*DATA FOR THIS EXERCISE:*
=== Section Start ===

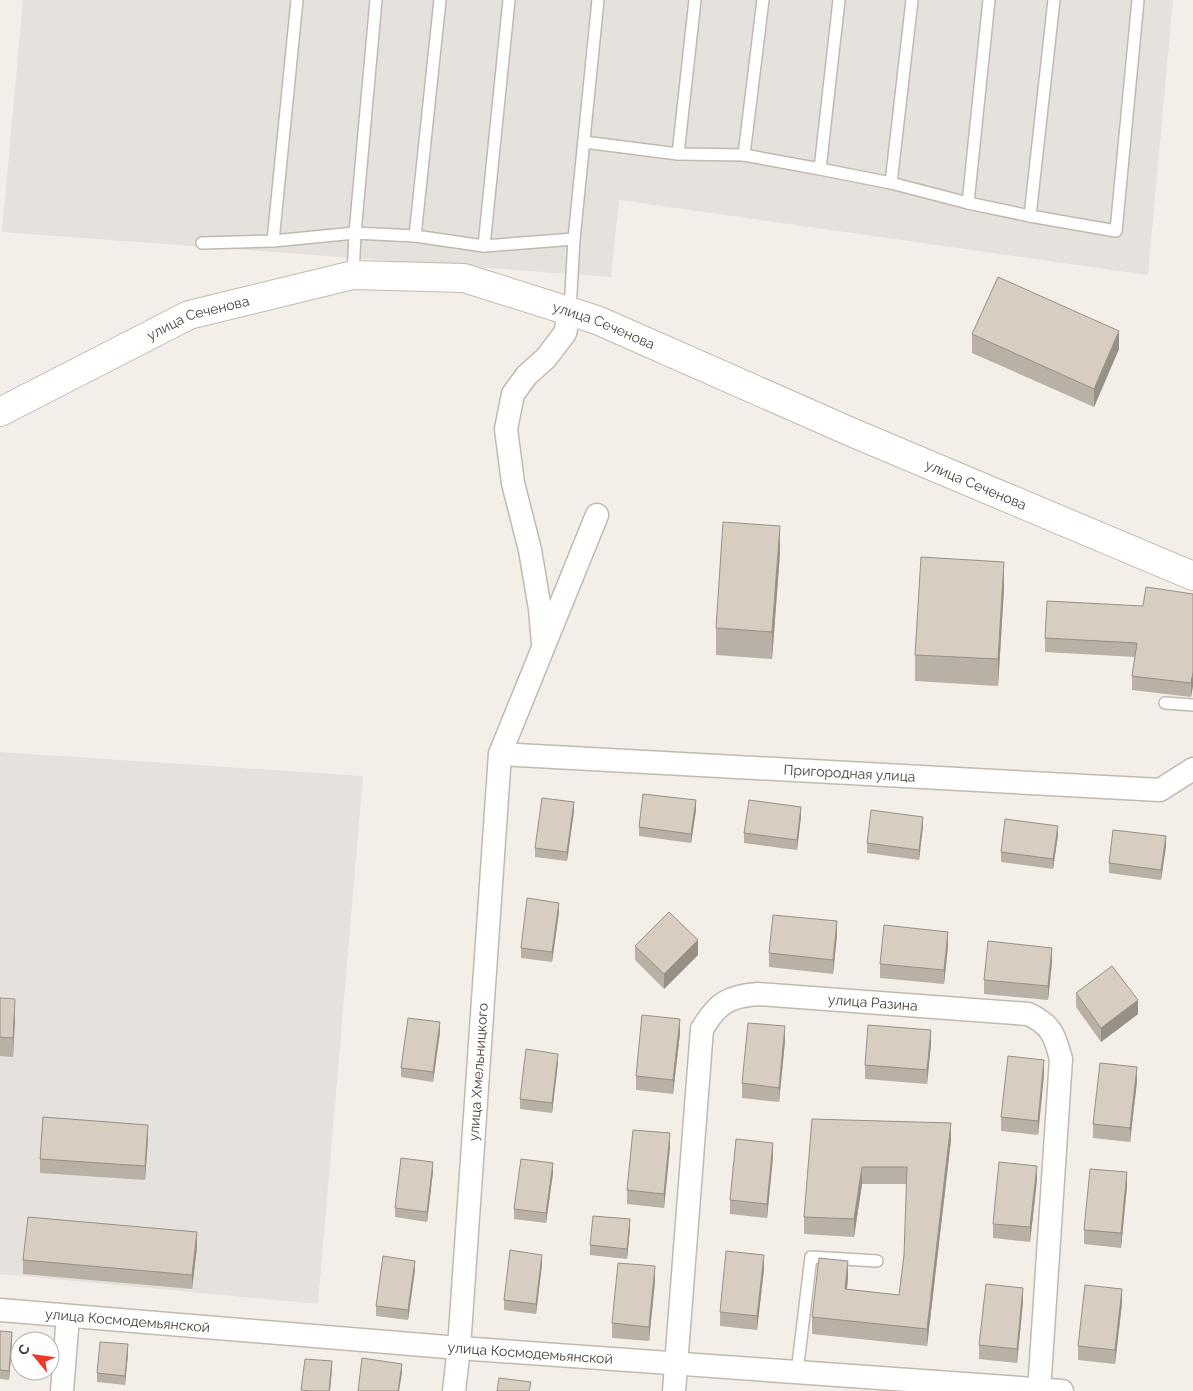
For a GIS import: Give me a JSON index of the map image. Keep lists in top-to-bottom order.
{
  "streets": {
    "street": [
      "улица Сеченова",
      "Пригородная улица",
      "улица Разина",
      "улица Хмельницкого",
      "улица Космодемьянской"
    ]
  },
  "crossings": [
    ["Пригородная улица", "улица Хмельницкого"],
    ["улица Разина", "улица Космодемьянской"],
    ["улица Хмельницкого", "улица Космодемьянской"]
  ],
  "north": "top left"
}
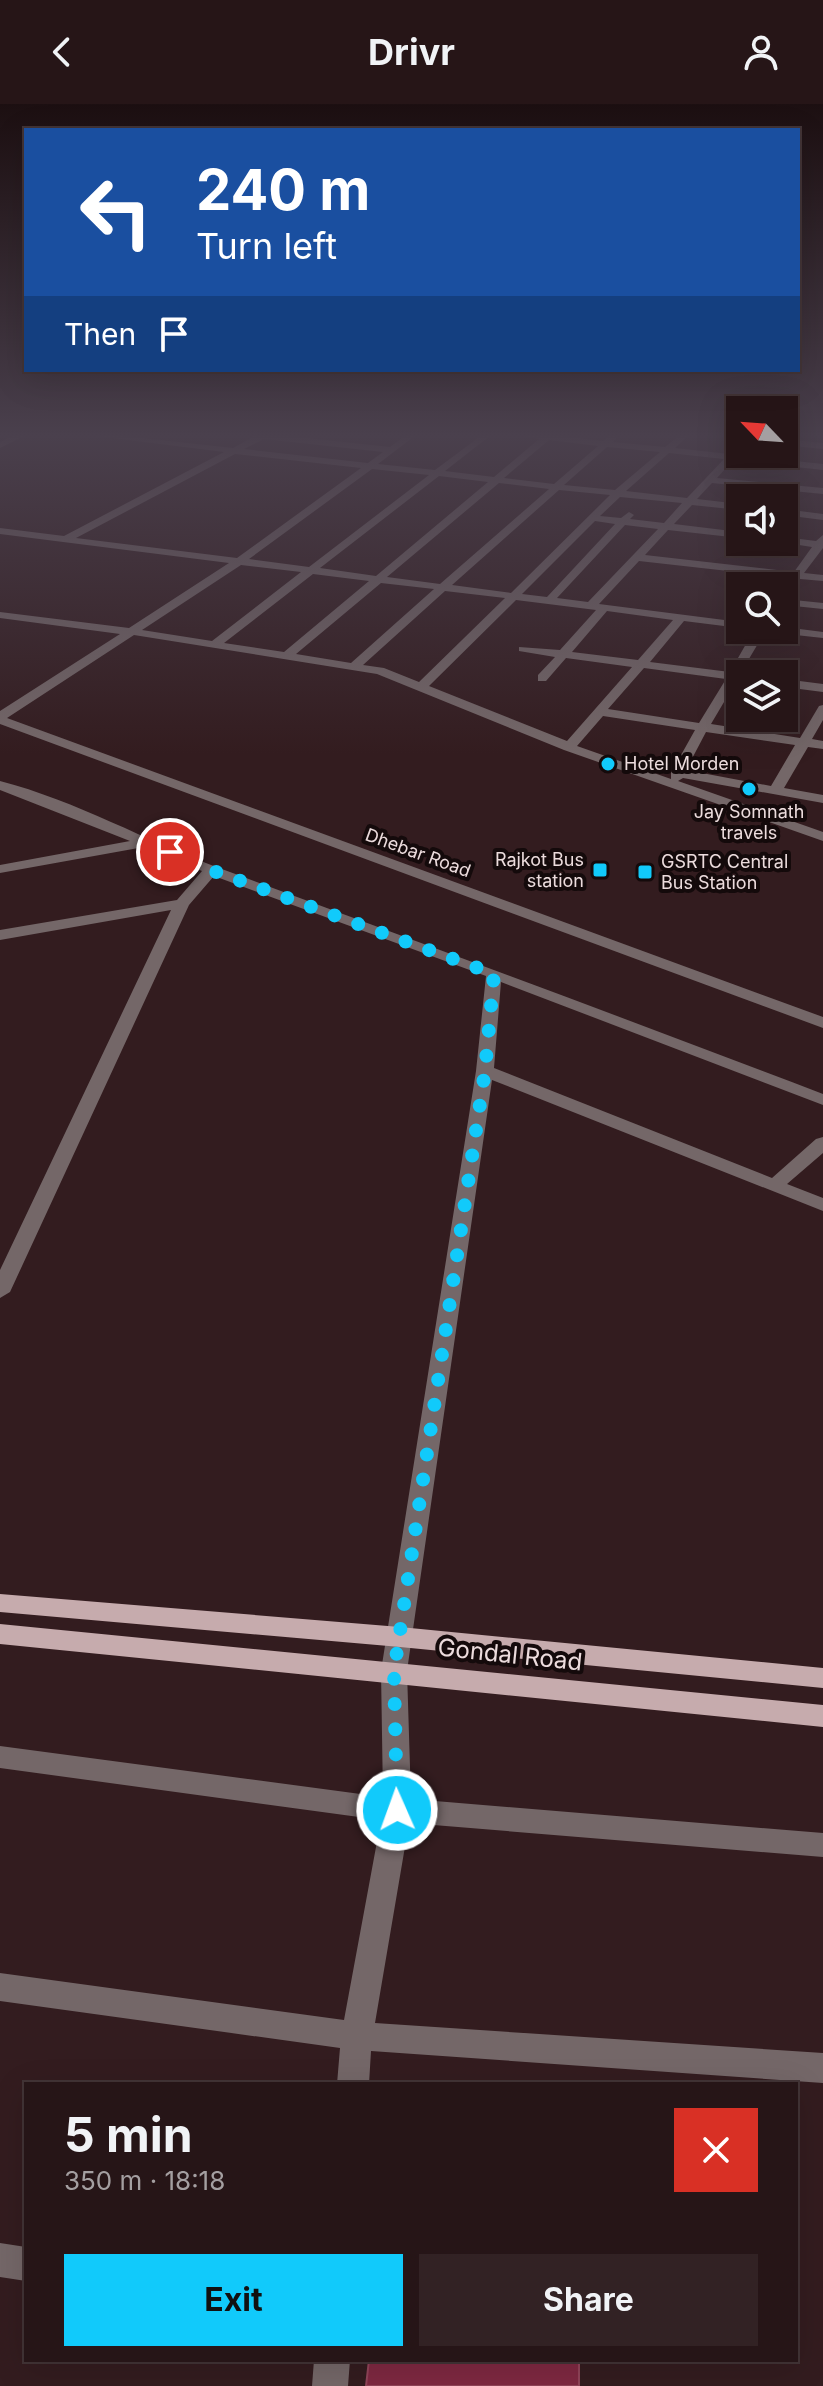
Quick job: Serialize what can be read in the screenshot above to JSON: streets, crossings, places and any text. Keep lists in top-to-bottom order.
{
  "streets": {
    "main road": ["Gondal Road"],
    "street": ["Dhebar Road"]
  },
  "places": {
    "other": ["Hotel Morden", "Jay Somnath travels"],
    "transit": ["Rajkot Bus station", "GSRTC Central Bus Station"]
  },
  "north": "top left",
  "page": {
    "header": "Drivr",
    "turn": ["240 m", "Turn left"],
    "then": "Then",
    "heading": ["5 min", "350 m · 18:18"],
    "buttons": ["Exit", "Share"]
  }
}
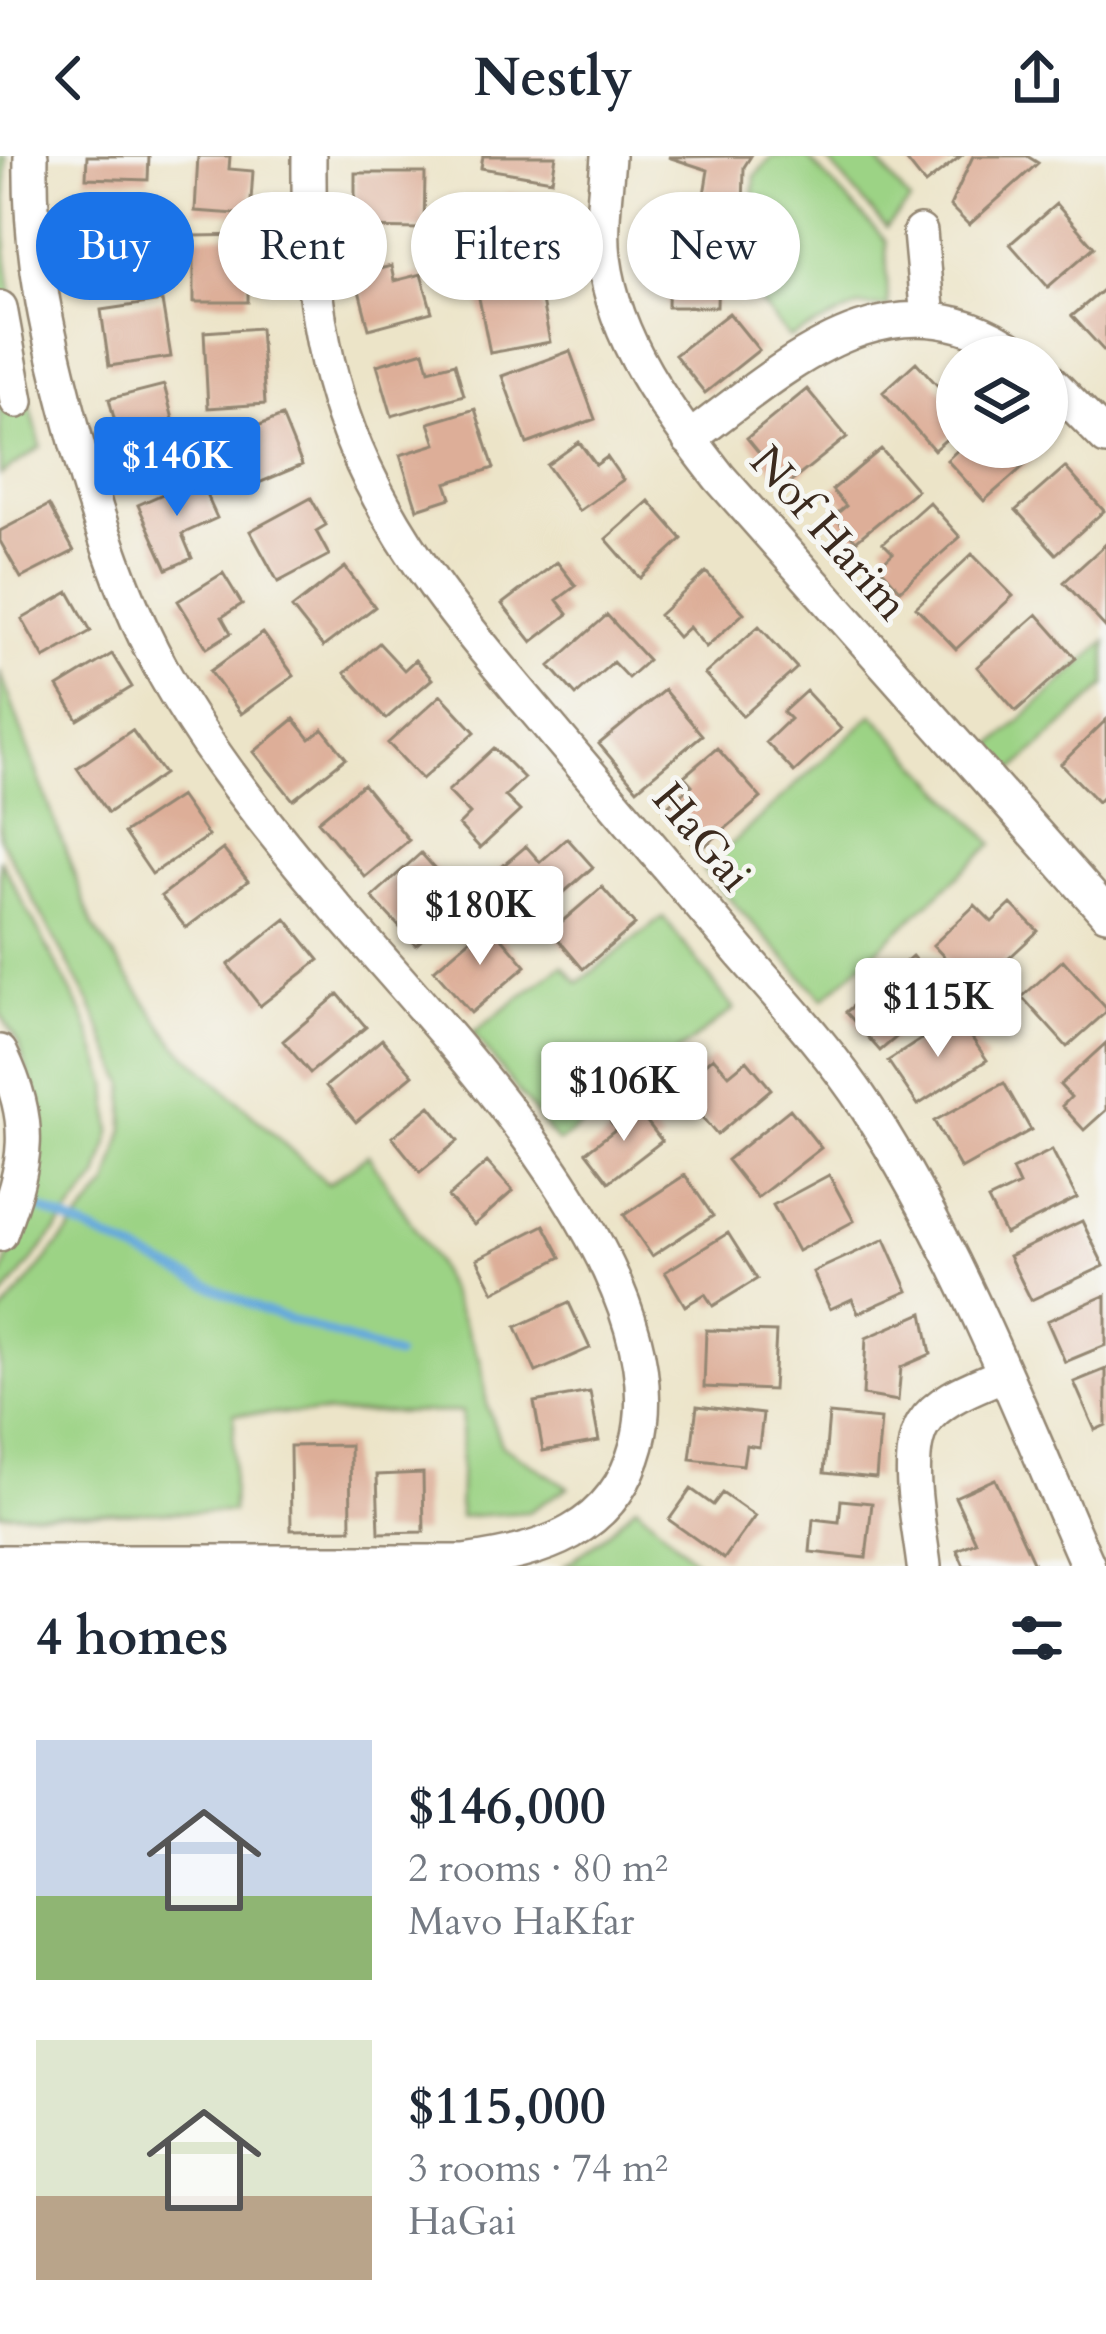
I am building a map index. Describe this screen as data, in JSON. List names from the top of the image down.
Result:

=== Section End ===

All lines from the one containing "Quick job: Serialize" to the end of the entries should appear in the output exactly as written, with no pictures.

Quick job: Serialize what can be read in the screenshot above to JSON: streets, crossings, places and any text. Keep lists in top-to-bottom order.
{
  "streets": {
    "main road": ["Gondal Road"],
    "street": ["Dhebar Road"]
  },
  "places": {
    "other": ["Hotel Morden", "Jay Somnath travels"],
    "transit": ["Rajkot Bus station", "GSRTC Central Bus Station"]
  },
  "north": "top left",
  "page": {
    "header": "Drivr",
    "turn": ["240 m", "Turn left"],
    "then": "Then",
    "heading": ["5 min", "350 m · 18:18"],
    "buttons": ["Exit", "Share"]
  }
}
I am building a map index. Describe this screen as data, in JSON. List names from the top of the image down.
Result:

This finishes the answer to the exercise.